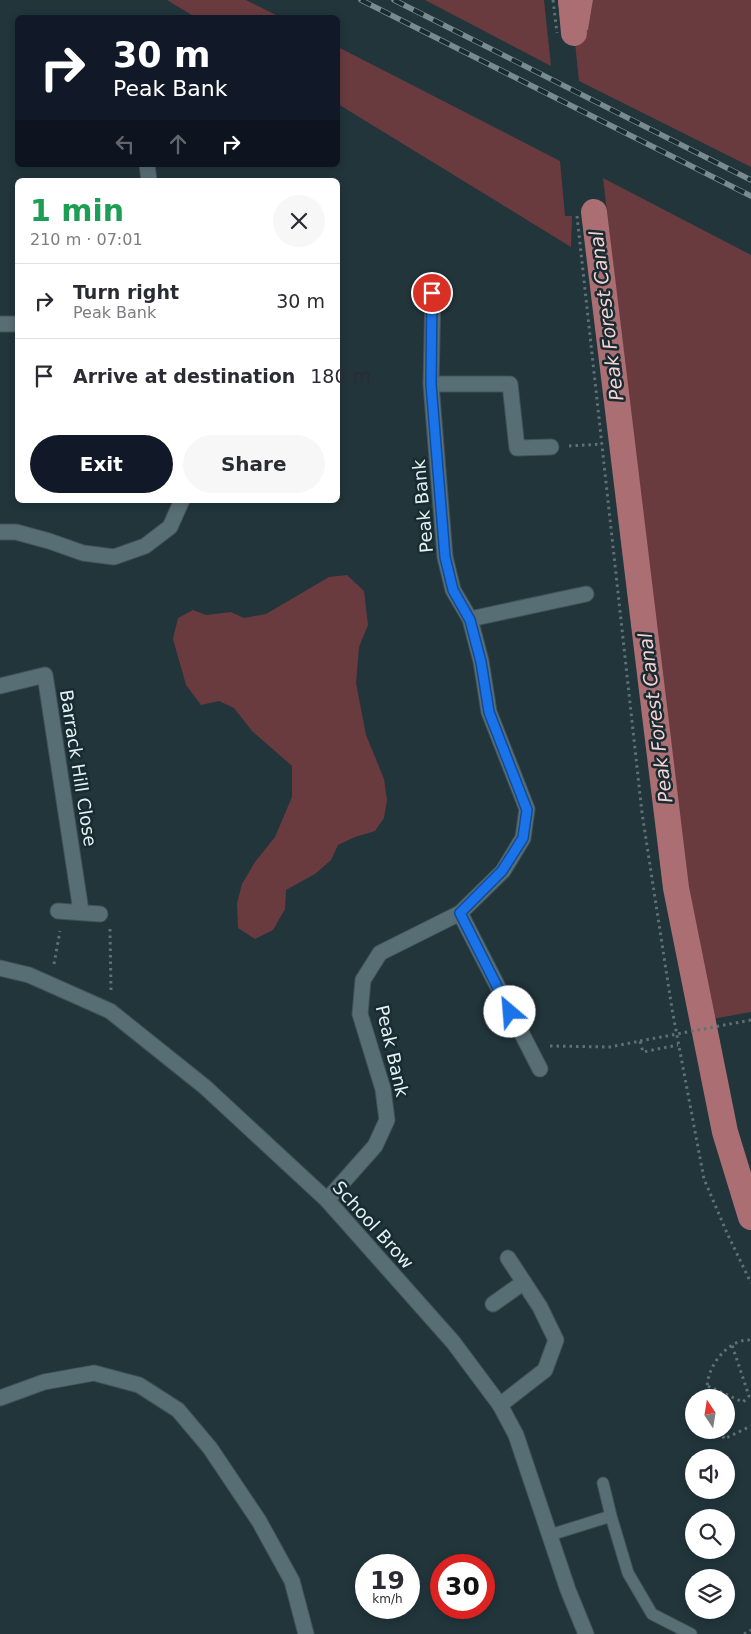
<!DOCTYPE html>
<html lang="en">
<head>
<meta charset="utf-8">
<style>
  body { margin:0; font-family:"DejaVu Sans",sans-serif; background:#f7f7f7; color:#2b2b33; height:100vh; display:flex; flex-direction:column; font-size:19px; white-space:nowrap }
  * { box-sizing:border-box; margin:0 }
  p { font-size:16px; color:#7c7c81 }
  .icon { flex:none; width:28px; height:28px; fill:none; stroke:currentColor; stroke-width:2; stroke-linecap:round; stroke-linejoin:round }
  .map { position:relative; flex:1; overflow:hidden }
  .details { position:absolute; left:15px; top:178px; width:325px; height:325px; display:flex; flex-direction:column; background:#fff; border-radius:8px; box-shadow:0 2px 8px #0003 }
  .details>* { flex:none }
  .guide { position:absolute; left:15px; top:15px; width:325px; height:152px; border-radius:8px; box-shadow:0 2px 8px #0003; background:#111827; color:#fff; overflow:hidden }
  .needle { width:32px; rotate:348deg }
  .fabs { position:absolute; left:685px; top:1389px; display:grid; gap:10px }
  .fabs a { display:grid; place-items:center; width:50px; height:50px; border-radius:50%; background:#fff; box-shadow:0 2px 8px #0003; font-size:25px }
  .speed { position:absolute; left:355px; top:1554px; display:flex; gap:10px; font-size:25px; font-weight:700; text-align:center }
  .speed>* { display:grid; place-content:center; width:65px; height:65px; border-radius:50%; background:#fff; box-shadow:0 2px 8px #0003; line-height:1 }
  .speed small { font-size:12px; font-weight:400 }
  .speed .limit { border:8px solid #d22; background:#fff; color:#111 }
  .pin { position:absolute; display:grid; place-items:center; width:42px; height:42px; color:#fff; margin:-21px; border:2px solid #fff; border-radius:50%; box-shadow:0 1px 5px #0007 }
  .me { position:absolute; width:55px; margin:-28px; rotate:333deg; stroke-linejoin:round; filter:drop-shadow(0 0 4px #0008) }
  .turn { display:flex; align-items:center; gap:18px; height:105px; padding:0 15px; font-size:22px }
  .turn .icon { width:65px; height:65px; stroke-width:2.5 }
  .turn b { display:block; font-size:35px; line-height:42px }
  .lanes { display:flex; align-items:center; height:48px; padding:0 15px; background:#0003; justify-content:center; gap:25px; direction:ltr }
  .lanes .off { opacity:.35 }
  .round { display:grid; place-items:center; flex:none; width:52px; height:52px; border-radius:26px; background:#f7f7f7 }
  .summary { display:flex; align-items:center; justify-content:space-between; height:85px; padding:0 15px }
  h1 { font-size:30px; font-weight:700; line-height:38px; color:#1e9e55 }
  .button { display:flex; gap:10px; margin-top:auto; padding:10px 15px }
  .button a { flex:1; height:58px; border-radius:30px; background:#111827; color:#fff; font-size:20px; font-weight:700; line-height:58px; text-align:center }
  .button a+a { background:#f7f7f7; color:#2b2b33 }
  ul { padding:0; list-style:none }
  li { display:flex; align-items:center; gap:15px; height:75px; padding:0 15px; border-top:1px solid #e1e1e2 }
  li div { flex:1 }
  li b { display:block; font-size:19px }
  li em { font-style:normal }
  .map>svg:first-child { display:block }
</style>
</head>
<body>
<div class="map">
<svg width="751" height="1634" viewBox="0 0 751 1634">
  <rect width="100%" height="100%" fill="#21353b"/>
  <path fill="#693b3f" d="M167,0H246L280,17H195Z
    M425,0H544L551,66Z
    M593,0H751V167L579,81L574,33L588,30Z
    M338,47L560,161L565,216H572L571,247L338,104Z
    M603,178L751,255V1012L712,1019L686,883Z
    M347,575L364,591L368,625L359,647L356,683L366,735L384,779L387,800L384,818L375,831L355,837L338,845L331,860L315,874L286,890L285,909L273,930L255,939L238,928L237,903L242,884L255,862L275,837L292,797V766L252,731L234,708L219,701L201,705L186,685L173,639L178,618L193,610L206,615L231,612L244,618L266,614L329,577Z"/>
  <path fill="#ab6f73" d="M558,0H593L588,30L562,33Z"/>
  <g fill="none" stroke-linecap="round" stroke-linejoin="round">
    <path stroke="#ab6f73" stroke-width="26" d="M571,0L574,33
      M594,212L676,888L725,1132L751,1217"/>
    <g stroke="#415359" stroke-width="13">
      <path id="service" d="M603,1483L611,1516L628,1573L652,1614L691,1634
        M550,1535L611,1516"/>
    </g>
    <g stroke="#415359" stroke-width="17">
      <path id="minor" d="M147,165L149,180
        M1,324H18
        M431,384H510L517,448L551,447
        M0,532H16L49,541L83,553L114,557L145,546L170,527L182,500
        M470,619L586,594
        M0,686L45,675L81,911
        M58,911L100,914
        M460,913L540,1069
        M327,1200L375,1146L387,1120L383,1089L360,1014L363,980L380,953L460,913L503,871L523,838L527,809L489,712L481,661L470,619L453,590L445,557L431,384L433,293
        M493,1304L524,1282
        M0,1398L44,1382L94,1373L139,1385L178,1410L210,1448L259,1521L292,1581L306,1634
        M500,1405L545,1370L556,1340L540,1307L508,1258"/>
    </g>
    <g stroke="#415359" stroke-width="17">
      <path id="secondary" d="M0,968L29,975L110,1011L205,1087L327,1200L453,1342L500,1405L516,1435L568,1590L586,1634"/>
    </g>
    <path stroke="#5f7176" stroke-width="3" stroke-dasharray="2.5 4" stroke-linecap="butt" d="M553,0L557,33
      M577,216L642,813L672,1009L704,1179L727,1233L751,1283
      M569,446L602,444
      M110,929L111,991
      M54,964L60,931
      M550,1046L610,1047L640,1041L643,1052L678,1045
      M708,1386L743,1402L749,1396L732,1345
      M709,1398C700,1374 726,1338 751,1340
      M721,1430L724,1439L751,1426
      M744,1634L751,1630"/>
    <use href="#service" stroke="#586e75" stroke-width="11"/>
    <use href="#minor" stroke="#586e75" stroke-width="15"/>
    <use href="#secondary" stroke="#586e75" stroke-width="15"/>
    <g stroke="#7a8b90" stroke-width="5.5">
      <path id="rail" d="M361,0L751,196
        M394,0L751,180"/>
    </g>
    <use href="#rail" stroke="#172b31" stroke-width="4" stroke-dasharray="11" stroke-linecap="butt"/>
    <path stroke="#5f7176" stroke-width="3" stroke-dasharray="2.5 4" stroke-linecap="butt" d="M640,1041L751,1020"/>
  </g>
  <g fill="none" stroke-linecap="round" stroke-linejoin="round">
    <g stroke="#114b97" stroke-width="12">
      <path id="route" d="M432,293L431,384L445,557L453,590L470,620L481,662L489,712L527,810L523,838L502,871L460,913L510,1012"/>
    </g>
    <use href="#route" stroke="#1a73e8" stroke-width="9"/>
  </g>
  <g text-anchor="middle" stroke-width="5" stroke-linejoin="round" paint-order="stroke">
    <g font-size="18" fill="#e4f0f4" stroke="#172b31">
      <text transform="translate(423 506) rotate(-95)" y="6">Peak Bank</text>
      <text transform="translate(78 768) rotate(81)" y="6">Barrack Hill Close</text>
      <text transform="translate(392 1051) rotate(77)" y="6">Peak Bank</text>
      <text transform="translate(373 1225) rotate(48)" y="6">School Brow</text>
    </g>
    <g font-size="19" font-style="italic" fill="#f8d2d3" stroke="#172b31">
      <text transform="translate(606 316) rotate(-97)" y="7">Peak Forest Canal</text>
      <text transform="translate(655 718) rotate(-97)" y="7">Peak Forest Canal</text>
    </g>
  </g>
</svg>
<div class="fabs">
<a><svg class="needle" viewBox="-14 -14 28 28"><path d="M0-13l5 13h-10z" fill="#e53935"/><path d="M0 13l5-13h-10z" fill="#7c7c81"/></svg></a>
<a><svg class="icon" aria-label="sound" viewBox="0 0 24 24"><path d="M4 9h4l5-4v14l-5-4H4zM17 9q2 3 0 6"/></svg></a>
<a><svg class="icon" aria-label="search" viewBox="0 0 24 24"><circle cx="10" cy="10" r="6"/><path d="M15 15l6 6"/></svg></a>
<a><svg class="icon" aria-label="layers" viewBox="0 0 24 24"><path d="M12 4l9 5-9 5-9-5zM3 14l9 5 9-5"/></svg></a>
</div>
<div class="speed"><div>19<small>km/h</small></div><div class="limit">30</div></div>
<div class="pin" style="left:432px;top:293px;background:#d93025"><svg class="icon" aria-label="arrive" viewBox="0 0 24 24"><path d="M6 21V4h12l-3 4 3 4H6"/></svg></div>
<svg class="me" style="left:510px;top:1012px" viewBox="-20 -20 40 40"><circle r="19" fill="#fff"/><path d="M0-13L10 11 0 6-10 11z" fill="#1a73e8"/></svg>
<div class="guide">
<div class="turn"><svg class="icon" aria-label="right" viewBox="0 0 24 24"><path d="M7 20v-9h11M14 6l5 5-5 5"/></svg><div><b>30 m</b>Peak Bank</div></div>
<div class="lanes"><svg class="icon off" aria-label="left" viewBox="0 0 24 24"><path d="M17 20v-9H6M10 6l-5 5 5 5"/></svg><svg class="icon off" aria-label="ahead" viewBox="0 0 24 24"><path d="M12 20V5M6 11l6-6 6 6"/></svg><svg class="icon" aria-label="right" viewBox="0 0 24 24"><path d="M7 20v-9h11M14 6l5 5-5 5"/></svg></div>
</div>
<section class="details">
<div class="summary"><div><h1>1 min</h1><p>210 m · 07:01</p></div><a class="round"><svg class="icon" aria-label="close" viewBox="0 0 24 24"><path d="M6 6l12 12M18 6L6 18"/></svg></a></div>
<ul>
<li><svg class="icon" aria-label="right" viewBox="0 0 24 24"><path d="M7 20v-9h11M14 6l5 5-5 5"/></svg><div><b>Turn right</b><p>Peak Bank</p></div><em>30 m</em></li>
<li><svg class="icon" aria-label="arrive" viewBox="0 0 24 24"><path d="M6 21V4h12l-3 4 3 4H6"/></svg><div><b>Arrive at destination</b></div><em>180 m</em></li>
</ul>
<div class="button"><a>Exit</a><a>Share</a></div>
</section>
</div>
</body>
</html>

********************

What you should do:
The lines to copy are those in the listing that contain the word "solid".

Exercise answer:
  .speed .limit { border:8px solid #d22; background:#fff; color:#111 }
  .pin { position:absolute; display:grid; place-items:center; width:42px; height:42px; color:#fff; margin:-21px; border:2px solid #fff; border-radius:50%; box-shadow:0 1px 5px #0007 }
  li { display:flex; align-items:center; gap:15px; height:75px; padding:0 15px; border-top:1px solid #e1e1e2 }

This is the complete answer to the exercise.